I hid my reaction to his words. I knew why David became obsessed. I was the only who did. And like so much of my anger for having had the truth kept from me, sludge settled in my stomach knowing I was now doing the same thing.
And exactly like Hudson had done, I’d promised David, too. His health was most definitely not my story to share, but the irony wasn’t lost on me, either.
“What did she want?” I finally choked out.
His smile was sad. Tears had dried on his cheeks but there was no detracting from his attractiveness or the way my body still warmed in response to that smile. “She wanted you to have everything that had been stolen from you. She wanted you to have a life. A good one. Not scraping by.”

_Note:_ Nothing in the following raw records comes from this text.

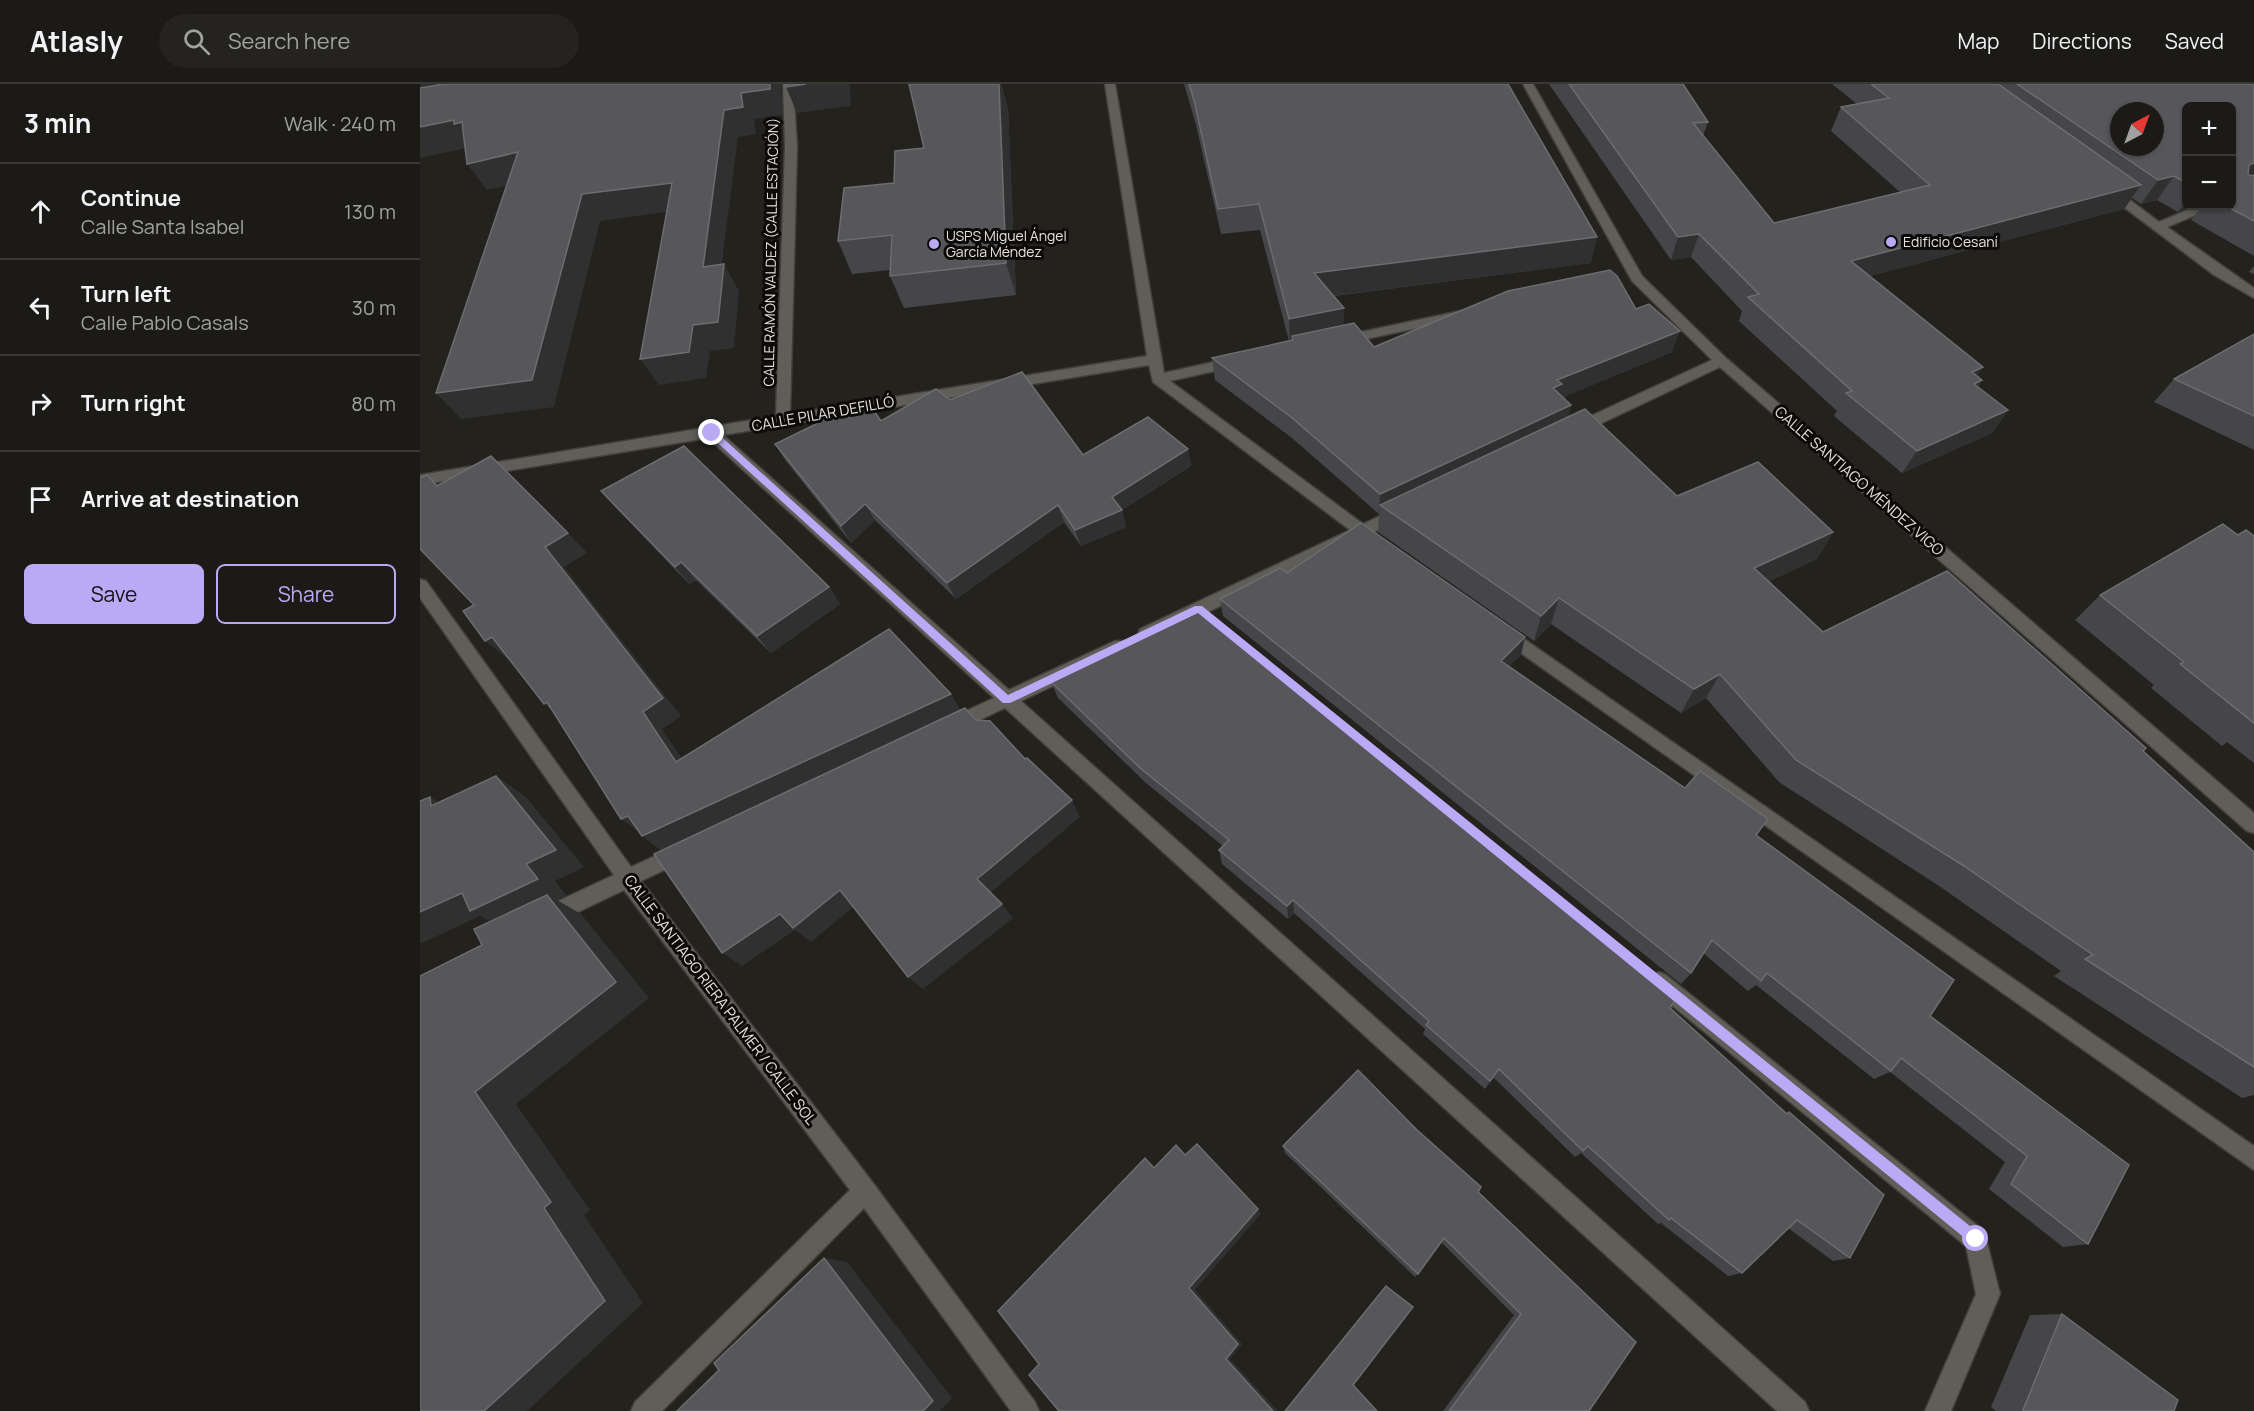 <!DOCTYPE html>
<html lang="en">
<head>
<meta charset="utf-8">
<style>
	:root { --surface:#1b1a16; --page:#24231f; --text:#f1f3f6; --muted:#a0a1a1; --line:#393835; --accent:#baaaf6 }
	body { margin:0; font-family:Manrope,sans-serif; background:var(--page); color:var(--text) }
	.controls { position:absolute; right:18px; top:18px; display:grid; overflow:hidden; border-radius:9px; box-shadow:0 2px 4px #0004 }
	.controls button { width:54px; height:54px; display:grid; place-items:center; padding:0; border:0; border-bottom:2px solid var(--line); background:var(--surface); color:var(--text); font:30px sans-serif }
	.compass { position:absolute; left:1690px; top:18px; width:54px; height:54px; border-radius:50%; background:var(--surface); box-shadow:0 2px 4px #0004; rotate:41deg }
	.stop { position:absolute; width:18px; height:18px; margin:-14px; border:4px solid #baaaf6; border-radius:50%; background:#fff }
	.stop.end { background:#baaaf6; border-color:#fff; box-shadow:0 2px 6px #0008 }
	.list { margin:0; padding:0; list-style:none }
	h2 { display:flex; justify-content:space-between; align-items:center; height:78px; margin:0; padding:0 24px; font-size:26px }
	h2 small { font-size:20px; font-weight:400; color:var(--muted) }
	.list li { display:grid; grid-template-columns:39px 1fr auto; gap:18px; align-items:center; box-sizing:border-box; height:96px; padding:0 24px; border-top:2px solid var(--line) }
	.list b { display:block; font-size:22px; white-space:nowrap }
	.list p { margin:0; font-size:20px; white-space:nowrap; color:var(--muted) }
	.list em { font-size:20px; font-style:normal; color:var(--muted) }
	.actions { display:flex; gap:12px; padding:18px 24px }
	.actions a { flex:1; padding:14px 0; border:2px solid var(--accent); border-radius:9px; text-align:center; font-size:21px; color:var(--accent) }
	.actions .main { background:var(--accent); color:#111 }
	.icon { flex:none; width:33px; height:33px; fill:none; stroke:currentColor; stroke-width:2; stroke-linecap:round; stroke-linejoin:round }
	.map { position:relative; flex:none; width:1834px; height:1327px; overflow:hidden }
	header { display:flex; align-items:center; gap:36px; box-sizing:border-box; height:84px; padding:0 30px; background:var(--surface); border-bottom:2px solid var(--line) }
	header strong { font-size:28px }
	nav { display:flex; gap:33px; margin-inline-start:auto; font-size:21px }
	.search { width:420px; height:54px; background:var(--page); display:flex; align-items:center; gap:15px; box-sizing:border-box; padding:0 21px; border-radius:33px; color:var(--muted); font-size:22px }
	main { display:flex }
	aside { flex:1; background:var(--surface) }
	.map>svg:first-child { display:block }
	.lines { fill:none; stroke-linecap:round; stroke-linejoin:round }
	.minor-casing { stroke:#413f3b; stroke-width:3 }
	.minor { fill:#605e58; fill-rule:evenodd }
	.wall { fill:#46454a }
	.shaded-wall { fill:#313031 }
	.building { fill:#57565a; stroke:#6d6c6f; stroke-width:1.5; fill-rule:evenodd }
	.route { fill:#baaaf6 }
	.poi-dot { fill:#baaaf6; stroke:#0c0b09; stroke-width:2 }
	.labels { text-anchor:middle; stroke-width:6; stroke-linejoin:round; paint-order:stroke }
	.far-poi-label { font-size:14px; fill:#e5e3e0; stroke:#0c0b09; text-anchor:start }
	.far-street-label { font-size:14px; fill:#e5e3e0; stroke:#0c0b09 }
	.street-label { font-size:15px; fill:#e5e3e0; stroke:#0c0b09 }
</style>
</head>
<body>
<header>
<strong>Atlasly</strong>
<div class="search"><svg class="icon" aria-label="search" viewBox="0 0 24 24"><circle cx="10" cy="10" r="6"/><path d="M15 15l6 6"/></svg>Search here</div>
<nav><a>Map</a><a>Directions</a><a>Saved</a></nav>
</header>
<main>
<aside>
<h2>3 min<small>Walk · 240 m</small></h2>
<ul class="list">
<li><svg class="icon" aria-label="ahead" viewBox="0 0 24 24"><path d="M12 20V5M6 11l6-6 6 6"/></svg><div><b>Continue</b><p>Calle Santa Isabel</p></div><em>130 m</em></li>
<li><svg class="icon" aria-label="left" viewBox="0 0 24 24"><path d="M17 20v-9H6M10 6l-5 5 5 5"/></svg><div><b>Turn left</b><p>Calle Pablo Casals</p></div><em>30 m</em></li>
<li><svg class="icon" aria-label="right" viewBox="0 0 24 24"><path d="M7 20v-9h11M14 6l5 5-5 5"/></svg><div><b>Turn right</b></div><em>80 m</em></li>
<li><svg class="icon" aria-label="arrive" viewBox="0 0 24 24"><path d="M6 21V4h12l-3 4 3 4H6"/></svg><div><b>Arrive at destination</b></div></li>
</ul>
<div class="actions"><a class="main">Save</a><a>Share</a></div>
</aside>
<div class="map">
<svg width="1834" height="1327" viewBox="0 0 1834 1327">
	<rect width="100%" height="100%" fill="#24221d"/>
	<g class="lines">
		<defs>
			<g id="minor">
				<path d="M363,0H373L377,62L370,330L727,272L685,0H695L744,289L816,273L821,275V281L750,297L943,440L975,425H985L988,429L985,433L954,448L962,456L960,460L954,462L941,454L732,555H720L718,550L720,545L930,446L733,298L729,281L303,351L589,606L695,557H707L709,562L707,567L601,617L1385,1318L1389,1327H1357L585,624L536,647L530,650L524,647L521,642L524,637L574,614L288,354L0,401V391L356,332L365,62Z"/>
				<path d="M1103,0H1113L1222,192L1306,274L1834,729V749L1827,747L1300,283L1159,350H1149L1147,346L1149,342L1292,276L1212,197Z"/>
				<path d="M1685,103H1693L1739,138L1777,122H1792L1790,125L1747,143L1834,204V214L1794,191L1685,109Z"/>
				<path d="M1045,226L1050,227V233L922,260L915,256L922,252Z"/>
				<path d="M0,495L6,497L211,783L261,760L268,763L271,769L268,775L221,797L453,1099L615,1318L619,1327H591L444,1124L242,1327H211L215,1318L430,1106L204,806L133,840L126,842L119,840L116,833L119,826L194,791L0,514Z"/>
				<path d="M1084,541L1834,1062V1086L1078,553L1076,548L1078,543Z"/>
				<path d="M1239,888L1246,891L1564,1147L1580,1210L1531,1327H1505L1556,1210L1546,1162L1232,905L1229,898L1232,891Z"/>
			</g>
		</defs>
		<!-- minor casing -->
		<use href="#minor" class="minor-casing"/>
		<!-- minor -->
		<use href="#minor" class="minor"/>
	</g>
	<!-- wall -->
	<g class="wall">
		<path d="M489,0H581L588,25L596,211L484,224L470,192V186L432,190L418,157L474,99L504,64Z"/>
		<path d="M764,0H1088L1171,179L914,212L924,224V241L954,263L1216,225L1252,268L1143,313L1151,321L1148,333L1257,412L1413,448L1397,475L1349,497L1403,548L1723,667L1834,768V1011L1822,1014L1634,892L1641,887L1519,802L1359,698L1286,614L1261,629L1131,540L1114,557L958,448L959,430L872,354L795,296L792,274L869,257L840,146L801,150L776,41Z"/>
		<path d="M1129,0H1263L1288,38L1283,52L1354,139L1480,108L1411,47L1421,23L1437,20L1412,0H1834V172L1771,136L1782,122H1812V22H1767V122L1758,128L1737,116L1721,120L1712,114L1704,125L1450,192L1563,283L1557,292L1562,296L1558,303L1588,326L1572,349L1482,389L1414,332L1417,327L1319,237L1322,227L1271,173L1251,176Z"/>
		<path d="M1834,182V190L1829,188Z"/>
		<path d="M1834,250V366L1734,318L1754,295Z"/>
		<path d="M530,316L663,371L768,365L771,382L702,426L706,443L661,462L644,438L536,515L455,436L431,459L366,377L355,360L461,337Z"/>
		<path d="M181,407L409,503L420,520L351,569L276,496L269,500L197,425Z"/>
		<path d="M1818,451L1834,452V679L1807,658L1802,662L1731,604L1734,601L1655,536L1680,511Z"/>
		<path d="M867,489L1105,553L1101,571L1089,582L1265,704L1336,751L1510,932L1668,1160L1643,1163L1569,1105L1585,1078L1470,988L1454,995L1336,901L1328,907L1283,869L1271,889L1261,900L803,532L800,515Z"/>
		<path d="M631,598L1250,924L1366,1030L1369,1028L1430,1174L1413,1177L1368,1144L1322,1189L1308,1192L1241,1139L1238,1140L1161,1069L1155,1073L1074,994L1065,1005L1003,950L1005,945L874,829L868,835L802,780L799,766L803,762L726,699L638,614Z"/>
		<path d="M863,1062L1058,1108L1169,1327H1023L1094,1231L1021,1158L998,1190L995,1193L865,1069Z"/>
		<path d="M1642,1230L1754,1327H1576L1571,1323L1610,1231Z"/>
	</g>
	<!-- shaded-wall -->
	<g class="shaded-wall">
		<path d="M0,0H127L0,24Z"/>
		<path d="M350,0H361L362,31L334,35L336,50L318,53L298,209L283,183L304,26L321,9Z"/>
		<path d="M386,0H430L431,22L377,29L366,3Z"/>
		<path d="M579,0H581L588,25L596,211L586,179Z"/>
		<path d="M34,36L42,38L51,63L0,74V43Z"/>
		<path d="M98,68L117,95L67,106L47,80Z"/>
		<path d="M1834,79V94L1812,105L1829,81Z"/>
		<path d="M1754,92L1737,116L1721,120L1738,96Z"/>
		<path d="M252,99L267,125L180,137L134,323L41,335L16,309L162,110Z"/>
		<path d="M1721,101L1704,125L1420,200L1431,177Z"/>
		<path d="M1767,116V122H1773L1758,128Z"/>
		<path d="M1279,150L1271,173L1251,176L1258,153Z"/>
		<path d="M1177,153L1171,179L895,214L894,189Z"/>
		<path d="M304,180L319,207L314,264L290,267L286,294L239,301L220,275L273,241Z"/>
		<path d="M924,224V249L872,252L873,260H870L869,235Z"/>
		<path d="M1260,247L1252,268L1139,315L1133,304L1137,296Z"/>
		<path d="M1563,283L1548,307L1552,288Z"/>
		<path d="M1562,296L1547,319L1554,300Z"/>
		<path d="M1151,321L1146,342L960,421L959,430L960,410Z"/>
		<path d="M1588,326L1572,349L1482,389L1497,367Z"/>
		<path d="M768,365L771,382L702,426L706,443L661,462L655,446L692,413Z"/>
		<path d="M445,420L455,436L431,459L421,442Z"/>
		<path d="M638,421L644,438L536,515L527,499Z"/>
		<path d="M1413,448L1397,475L1320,510L1334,484Z"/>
		<path d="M148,449L167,469L144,483L261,632L242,645L275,694L256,678L223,628L125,463Z"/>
		<path d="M261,478L276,496L269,500L255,483Z"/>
		<path d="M409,503L420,520L351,569L337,552Z"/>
		<path d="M1139,514L1131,540L1114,557L1121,532Z"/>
		<path d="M72,553L94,572L88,575L65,557Z"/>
		<path d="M1105,553L1101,571L1077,594L1081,577Z"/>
		<path d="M1300,590L1286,614L1261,629L1274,605Z"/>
		<path d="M531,610L541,627L242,767L222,752Z"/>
		<path d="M127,618L145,637L124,620Z"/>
		<path d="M76,692L105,712L164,783L135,797L147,812L137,816L161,830L229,914L96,1020L170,1126L164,1131L223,1219L107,1327H64L124,1124L55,1008L82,843L60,832L0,860V828L106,780Z"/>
		<path d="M10,713L41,732L11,722Z"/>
		<path d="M652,716L660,733L569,810L557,795Z"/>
		<path d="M208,732L222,750L201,735Z"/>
		<path d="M420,806L436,821L391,858L375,846L322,882L302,869L360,830Z"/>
		<path d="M873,816L874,829L868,835L867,822Z"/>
		<path d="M582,820L593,834L503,905L488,893Z"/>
		<path d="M1079,985L1074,994L1065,1005L1070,997Z"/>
		<path d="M838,1125L841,1130L775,1206L822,1260L810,1275L858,1327H853L806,1275L769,1204Z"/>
		<path d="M404,1174L427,1178L532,1314L520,1327H503Z"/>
	</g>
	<!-- building -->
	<g class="building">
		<path d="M24,0H350V5L321,9L323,23L304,26L283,183L304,180L298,238L273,241L269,268L220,275L252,99L162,110L112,296L16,309L98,68L47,80L42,38L34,40V36L0,43V4Z"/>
		<path d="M365,0H386L366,3Z"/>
		<path d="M489,0H579L586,179L470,192L472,151L418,157L424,104L474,99L475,67L504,64Z"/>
		<path d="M769,0H1088L1177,153L894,189L924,224L869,235L839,120L798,125L774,16Z"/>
		<path d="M1149,0H1263L1288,38L1273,39L1354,139L1510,101L1421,23L1469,14L1451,0H1578L1721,101L1431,177L1563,283L1552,288L1562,296L1554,300L1588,326L1497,367L1426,309L1432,307L1328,213L1339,210L1279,150L1258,153Z"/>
		<path d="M1597,0H1834V79L1829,81L1828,90L1831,92L1834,91V137L1806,122H1812V22H1767V99L1754,92L1738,96ZM1699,27H1735V63H1699Z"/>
		<path d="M1190,186L1197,192L1216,225L1229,220L1260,247L1137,296L1142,300L1133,304L1151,321L960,410L871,333L792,274L873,256L872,252L934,239L954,263L1088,207Z"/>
		<path d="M1834,250V332L1754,295Z"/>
		<path d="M602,288L663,371L728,333L768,365L692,413L702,426L655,446L638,421L527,499L445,420L421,442L355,360L429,324L450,321L461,337L516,305L530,316Z"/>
		<path d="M1165,325L1257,412L1338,378L1413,448L1334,484L1403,548L1527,487L1726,664L1723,667L1834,768V983L1665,875L1673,871L1544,782L1376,676L1300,590L1274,605L1139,514L1121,532L960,421Z"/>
		<path d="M264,362L409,503L337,552L261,478L255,483L181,407Z"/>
		<path d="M71,372L148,449L125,463L243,614L223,628L256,678L469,545L531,610L222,752L208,732L201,735L127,618L124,620L72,553L65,557L43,527L54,521L0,465V394L7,391L17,402Z"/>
		<path d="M941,439L1105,553L1081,577L1265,704L1280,687L1348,735L1336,751L1534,896L1510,932L1709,1081L1668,1160L1591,1100L1607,1072L1481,974L1471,987L1347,889L1341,897L1292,856L1271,889L800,515L860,484L867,489Z"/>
		<path d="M1803,440L1818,451L1826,446L1834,452V639L1760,580L1764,578L1680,511Z"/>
		<path d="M781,524L1258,911L1250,924L1367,1030L1369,1028L1464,1111L1430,1174L1377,1136L1322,1189L1251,1134L1249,1136L1168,1062L1163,1067L1079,985L1070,997L1006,941L1009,937L873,816L867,822L799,766L809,756L720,684L631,598L739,540H750Z"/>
		<path d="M545,624L556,636L570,637L605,675L607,674L652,716L557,795L582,820L488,893L420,806L373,844L360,830L302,869L234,770Z"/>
		<path d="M76,692L136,766L106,780L118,795L50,827L42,809L0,828V717L10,713L11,722Z"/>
		<path d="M127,811L196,898L55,1008L131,1118L124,1124L185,1217L64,1327H0V892L62,861L54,845Z"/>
		<path d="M938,986L996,1045L1061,1103L1058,1108L1216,1258L1169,1327H1029L1101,1230L1024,1154L998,1190L863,1062Z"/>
		<path d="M777,1060L838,1125L769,1204L818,1260L806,1275L853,1327H639L609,1291L619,1280L578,1227L725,1074L734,1084L756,1061L765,1071Z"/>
		<path d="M404,1174L513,1317L503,1327H257L299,1286L294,1279Z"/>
		<path d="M966,1202L993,1223L933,1301L957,1327H865Z"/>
		<path d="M1642,1230L1758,1316L1754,1327H1604L1603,1326Z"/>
	</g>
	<!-- route -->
	<path class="route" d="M289,347H295L588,611L775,522H782L1561,1151V1160H1552L778,529L590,619H583L289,351Z"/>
	<!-- markers -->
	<g class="poi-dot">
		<circle cx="1471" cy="158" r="6"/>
		<circle cx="514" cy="160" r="6"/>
	</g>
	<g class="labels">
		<!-- far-poi labels -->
		<g class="far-poi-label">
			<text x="526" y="157">USPS Miguel Ángel<tspan x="526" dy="16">García Méndez</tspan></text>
			<text x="1483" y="163">Edificio Cesaní</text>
		</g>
		<!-- far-street labels -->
		<g class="far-street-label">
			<text transform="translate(351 168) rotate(-89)" y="5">CALLE RAMÓN VALDEZ (CALLE ESTACIÓN)</text>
		</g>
		<!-- street labels -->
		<g class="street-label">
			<text transform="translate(403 330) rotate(-10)" y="5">CALLE PILAR DEFILLÓ</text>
			<text transform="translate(1439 397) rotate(41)" y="5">CALLE SANTIAGO MÉNDEZ VIGO</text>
			<text transform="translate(300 916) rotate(53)" y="5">CALLE SANTIAGO RIERA PALMER / CALLE SOL</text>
		</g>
	</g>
</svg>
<div class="controls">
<button>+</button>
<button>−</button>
</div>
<svg class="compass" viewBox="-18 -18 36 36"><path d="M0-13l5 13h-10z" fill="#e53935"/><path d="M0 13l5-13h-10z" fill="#a0a1a1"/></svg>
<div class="stop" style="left:1556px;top:1155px"></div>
<div class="stop end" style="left:292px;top:349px"></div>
</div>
</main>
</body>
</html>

Pieces I’d questioned fell into place, painting a fuller picture than I’d imagined. They’d been helping me for over a year. And with my meeting with David on Sunday, I now knew why he hadn’t allowed Hudson to say anything. Why the sudden need to do more, like Hudson claimed.
Hudson cleared his throat. “I never intended, never wanted, and certainly never expected to care about you so much.” His voice was hoarse, wrecked from tears and emotions. He pleaded with his onyx eyes, framed with his jet-black lashes. His unshaven scruff longer than usual, like he couldn’t muster the energy to shave. “And I’m so sorry. So sorry for hurting you and keeping how much we knew a secret from you. I never wanted to hurt you, and I wanted to tell you so many times. I’m so very sorry, Lilly.”
But he didn’t, because he wouldn’t go against his dad who had set this whole mess in motion.